Omit all pictures. Print the remaining lines exactly, from the start of the data through the line containing "2px #666b74) drop-shadow(0".

(Dataset excerpts)
# # # # # # #

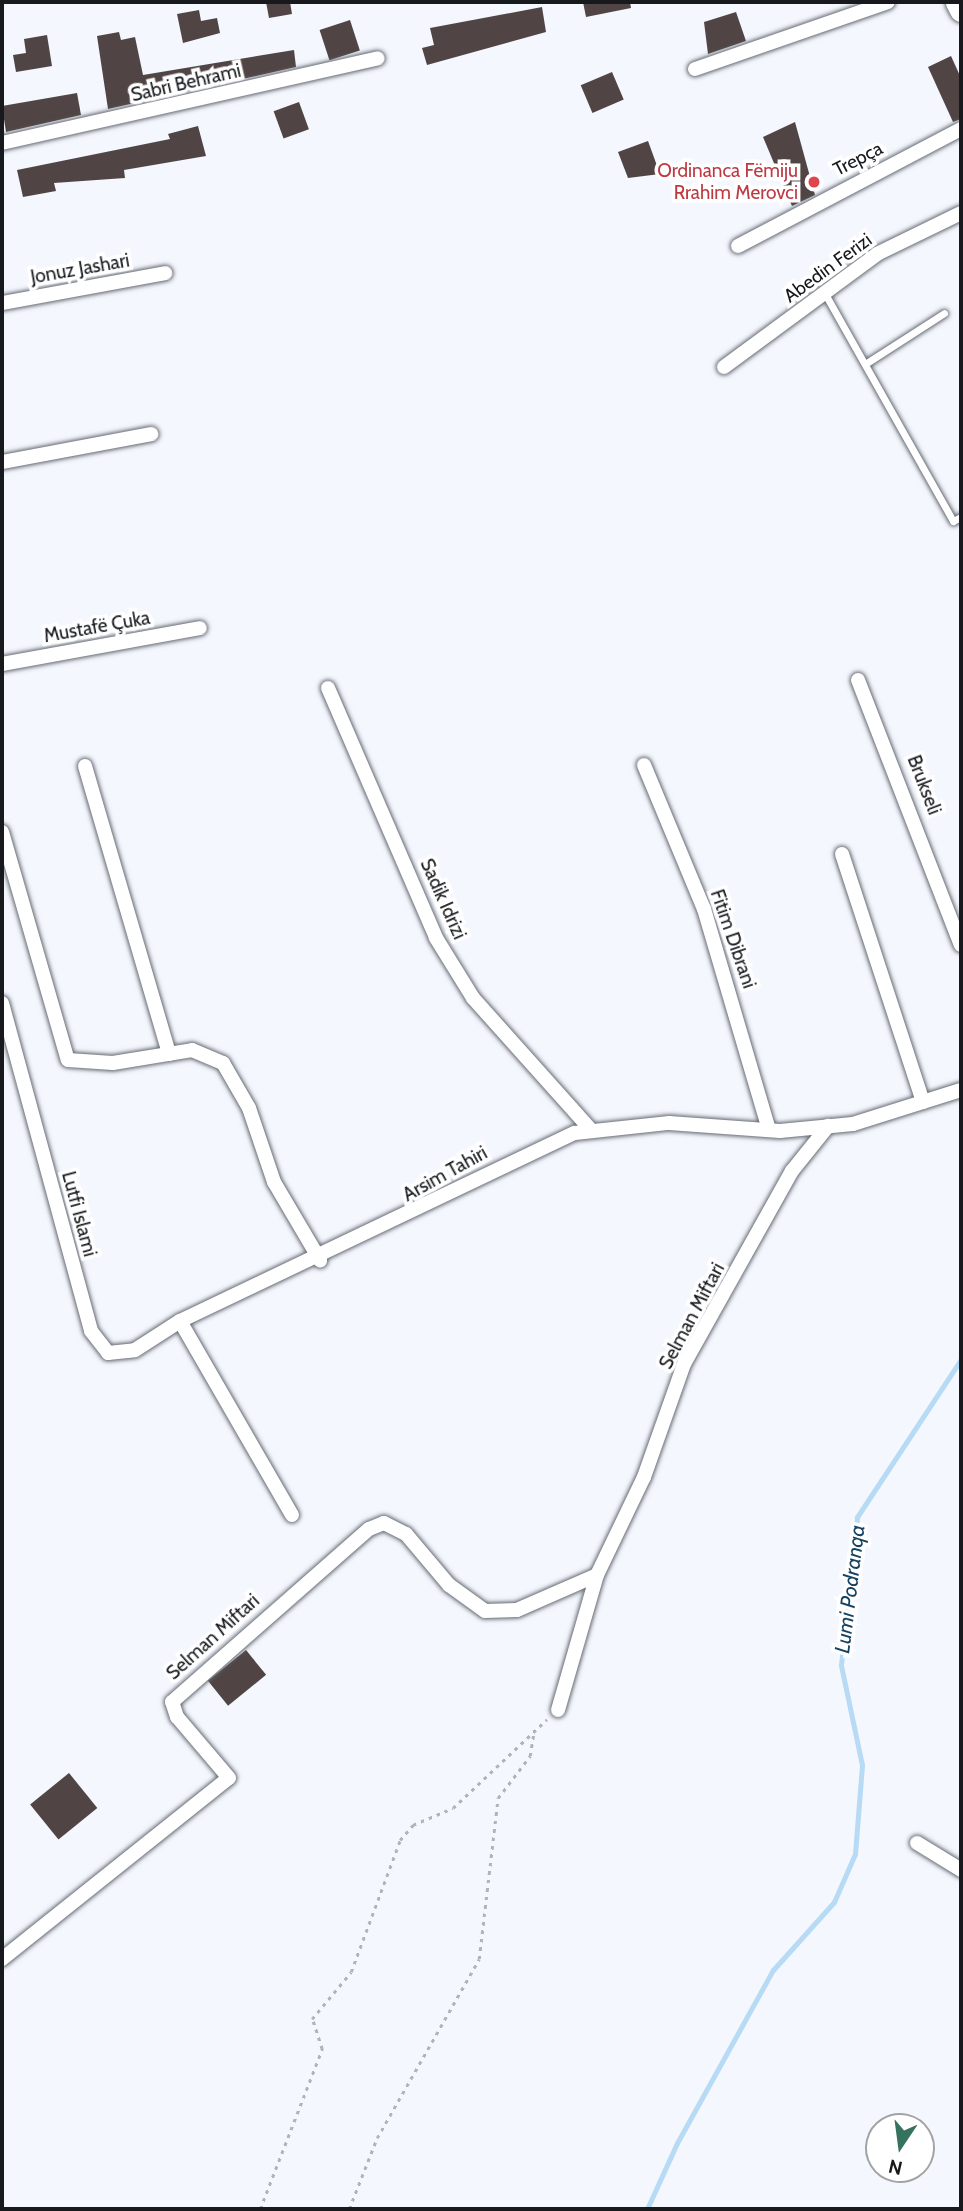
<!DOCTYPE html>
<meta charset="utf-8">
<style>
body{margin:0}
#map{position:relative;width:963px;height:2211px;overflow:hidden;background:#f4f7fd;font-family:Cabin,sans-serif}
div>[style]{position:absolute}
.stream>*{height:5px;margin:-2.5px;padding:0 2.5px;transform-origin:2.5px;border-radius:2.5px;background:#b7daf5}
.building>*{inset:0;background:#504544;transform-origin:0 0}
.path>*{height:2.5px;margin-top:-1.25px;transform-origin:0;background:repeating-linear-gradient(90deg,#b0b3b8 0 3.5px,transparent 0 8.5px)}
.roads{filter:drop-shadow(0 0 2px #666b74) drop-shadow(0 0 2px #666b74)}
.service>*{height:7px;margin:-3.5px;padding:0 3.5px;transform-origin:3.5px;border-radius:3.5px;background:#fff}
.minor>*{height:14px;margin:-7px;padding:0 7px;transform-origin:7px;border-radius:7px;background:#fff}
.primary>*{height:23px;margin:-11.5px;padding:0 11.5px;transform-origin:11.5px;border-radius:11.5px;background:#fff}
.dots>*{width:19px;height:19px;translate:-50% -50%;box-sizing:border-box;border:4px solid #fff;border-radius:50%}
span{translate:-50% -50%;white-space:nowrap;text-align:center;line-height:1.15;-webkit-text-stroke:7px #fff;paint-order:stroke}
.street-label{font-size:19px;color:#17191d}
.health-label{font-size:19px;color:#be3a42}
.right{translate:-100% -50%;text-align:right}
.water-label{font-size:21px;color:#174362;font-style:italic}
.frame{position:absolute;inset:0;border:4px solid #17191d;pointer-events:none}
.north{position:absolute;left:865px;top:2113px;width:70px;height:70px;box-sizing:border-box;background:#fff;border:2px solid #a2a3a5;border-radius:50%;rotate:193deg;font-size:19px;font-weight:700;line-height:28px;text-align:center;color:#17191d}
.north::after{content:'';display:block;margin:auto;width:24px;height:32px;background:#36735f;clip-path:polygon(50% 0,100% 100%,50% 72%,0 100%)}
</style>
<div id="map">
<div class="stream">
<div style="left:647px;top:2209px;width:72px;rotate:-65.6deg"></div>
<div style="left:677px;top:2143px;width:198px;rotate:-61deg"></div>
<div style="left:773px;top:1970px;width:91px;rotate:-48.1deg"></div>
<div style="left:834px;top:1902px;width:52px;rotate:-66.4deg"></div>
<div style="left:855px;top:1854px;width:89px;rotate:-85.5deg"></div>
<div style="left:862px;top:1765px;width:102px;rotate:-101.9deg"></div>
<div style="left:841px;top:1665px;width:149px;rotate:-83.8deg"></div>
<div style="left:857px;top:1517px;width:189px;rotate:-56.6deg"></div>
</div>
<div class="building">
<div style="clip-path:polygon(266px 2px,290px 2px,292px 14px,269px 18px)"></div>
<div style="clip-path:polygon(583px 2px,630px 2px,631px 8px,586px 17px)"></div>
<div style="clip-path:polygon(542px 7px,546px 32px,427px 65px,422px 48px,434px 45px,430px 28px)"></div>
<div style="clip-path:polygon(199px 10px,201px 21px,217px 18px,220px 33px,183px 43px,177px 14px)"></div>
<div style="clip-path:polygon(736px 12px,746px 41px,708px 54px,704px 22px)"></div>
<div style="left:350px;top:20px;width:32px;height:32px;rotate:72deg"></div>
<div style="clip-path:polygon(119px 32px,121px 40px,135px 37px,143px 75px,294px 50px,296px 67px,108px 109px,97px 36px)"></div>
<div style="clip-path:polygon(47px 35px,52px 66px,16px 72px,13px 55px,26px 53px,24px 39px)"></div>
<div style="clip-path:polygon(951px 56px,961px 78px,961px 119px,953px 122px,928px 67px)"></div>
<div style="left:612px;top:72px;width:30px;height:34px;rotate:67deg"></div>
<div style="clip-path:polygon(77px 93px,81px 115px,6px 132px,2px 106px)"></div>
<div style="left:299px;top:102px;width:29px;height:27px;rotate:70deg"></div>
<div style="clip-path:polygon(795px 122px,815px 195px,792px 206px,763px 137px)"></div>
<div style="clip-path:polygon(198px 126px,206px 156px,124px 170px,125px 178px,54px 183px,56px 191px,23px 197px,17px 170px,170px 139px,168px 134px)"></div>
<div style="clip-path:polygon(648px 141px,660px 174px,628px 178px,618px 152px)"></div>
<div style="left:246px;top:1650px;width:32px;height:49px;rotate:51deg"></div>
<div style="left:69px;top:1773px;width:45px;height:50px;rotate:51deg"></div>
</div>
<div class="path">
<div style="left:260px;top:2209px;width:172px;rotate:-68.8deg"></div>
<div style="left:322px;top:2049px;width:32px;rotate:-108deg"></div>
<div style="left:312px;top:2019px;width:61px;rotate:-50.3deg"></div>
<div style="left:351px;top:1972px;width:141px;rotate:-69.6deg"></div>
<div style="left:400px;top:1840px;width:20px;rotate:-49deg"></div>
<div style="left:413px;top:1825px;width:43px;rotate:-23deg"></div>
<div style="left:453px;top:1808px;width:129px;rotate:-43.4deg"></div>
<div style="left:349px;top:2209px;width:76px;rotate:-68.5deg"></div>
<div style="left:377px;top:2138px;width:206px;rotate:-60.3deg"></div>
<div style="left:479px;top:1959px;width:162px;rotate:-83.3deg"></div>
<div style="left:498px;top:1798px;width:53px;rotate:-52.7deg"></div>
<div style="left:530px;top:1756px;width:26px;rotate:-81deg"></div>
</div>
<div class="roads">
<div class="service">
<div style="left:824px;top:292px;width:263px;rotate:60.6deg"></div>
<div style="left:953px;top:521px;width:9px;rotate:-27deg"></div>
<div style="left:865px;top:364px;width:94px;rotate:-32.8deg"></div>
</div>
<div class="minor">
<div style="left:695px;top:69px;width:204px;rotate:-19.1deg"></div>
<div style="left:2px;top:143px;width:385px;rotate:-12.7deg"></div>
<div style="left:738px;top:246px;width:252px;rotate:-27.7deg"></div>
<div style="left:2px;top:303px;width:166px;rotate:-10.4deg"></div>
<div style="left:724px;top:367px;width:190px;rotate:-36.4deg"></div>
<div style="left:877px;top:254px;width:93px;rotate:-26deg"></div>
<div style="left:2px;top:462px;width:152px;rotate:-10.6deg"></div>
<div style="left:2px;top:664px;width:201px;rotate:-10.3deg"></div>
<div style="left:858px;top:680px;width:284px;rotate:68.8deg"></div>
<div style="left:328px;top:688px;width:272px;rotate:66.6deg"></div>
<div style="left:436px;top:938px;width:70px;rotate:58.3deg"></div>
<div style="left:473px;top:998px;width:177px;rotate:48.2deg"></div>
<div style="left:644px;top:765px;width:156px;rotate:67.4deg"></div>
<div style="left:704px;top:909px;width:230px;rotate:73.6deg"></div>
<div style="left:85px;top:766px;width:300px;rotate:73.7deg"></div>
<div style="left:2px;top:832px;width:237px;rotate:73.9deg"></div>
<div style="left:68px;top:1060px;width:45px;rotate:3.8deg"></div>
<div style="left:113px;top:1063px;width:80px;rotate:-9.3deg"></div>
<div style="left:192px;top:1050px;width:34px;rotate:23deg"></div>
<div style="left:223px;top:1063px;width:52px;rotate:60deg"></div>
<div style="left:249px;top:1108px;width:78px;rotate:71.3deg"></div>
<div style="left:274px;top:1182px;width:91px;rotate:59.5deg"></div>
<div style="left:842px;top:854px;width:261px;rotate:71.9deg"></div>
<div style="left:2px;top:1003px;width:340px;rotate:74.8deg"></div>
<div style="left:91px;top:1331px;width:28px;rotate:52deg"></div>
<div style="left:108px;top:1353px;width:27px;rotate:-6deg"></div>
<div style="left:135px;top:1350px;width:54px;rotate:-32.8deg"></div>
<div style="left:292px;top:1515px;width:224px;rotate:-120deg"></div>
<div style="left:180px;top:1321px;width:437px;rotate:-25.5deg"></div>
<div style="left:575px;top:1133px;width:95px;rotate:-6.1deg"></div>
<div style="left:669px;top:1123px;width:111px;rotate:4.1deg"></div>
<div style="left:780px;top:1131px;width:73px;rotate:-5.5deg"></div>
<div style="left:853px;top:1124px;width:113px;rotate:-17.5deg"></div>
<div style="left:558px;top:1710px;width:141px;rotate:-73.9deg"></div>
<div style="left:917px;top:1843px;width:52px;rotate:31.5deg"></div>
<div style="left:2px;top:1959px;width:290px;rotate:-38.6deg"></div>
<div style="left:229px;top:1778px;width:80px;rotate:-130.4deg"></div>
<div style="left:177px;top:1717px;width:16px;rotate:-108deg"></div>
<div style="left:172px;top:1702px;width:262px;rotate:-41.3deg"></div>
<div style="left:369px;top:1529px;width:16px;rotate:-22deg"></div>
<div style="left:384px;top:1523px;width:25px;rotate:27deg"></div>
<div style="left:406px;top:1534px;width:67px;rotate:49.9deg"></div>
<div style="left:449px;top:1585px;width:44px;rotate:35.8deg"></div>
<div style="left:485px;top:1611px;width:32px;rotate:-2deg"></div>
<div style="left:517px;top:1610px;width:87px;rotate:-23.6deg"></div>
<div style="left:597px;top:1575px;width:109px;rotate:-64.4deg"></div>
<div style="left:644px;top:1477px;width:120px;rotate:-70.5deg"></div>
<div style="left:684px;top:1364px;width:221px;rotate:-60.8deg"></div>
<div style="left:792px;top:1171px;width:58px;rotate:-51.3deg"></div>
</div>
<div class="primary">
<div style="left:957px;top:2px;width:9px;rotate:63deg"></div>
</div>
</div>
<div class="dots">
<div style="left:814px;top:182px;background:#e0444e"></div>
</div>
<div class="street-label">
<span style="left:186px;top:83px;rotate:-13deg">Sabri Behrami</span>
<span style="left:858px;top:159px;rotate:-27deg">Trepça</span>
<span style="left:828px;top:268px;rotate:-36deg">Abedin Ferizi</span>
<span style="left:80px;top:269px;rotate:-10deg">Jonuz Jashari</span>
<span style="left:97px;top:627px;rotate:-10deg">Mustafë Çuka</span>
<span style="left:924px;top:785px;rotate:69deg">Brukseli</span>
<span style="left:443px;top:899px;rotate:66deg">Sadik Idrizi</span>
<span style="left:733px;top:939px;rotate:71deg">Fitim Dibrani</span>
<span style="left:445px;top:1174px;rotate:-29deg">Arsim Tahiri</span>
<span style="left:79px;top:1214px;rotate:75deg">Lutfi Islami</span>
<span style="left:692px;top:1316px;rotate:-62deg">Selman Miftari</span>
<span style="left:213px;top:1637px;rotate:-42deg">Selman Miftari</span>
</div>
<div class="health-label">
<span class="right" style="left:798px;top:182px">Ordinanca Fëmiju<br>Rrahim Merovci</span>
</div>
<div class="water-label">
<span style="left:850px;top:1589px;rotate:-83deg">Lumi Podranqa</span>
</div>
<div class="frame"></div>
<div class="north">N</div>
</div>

# # # # # # #

### Task solution
<!DOCTYPE html>
<meta charset="utf-8">
<style>
body{margin:0}
#map{position:relative;width:963px;height:2211px;overflow:hidden;background:#f4f7fd;font-family:Cabin,sans-serif}
div>[style]{position:absolute}
.stream>*{height:5px;margin:-2.5px;padding:0 2.5px;transform-origin:2.5px;border-radius:2.5px;background:#b7daf5}
.building>*{inset:0;background:#504544;transform-origin:0 0}
.path>*{height:2.5px;margin-top:-1.25px;transform-origin:0;background:repeating-linear-gradient(90deg,#b0b3b8 0 3.5px,transparent 0 8.5px)}
.roads{filter:drop-shadow(0 0 2px #666b74) drop-shadow(0 0 2px #666b74)}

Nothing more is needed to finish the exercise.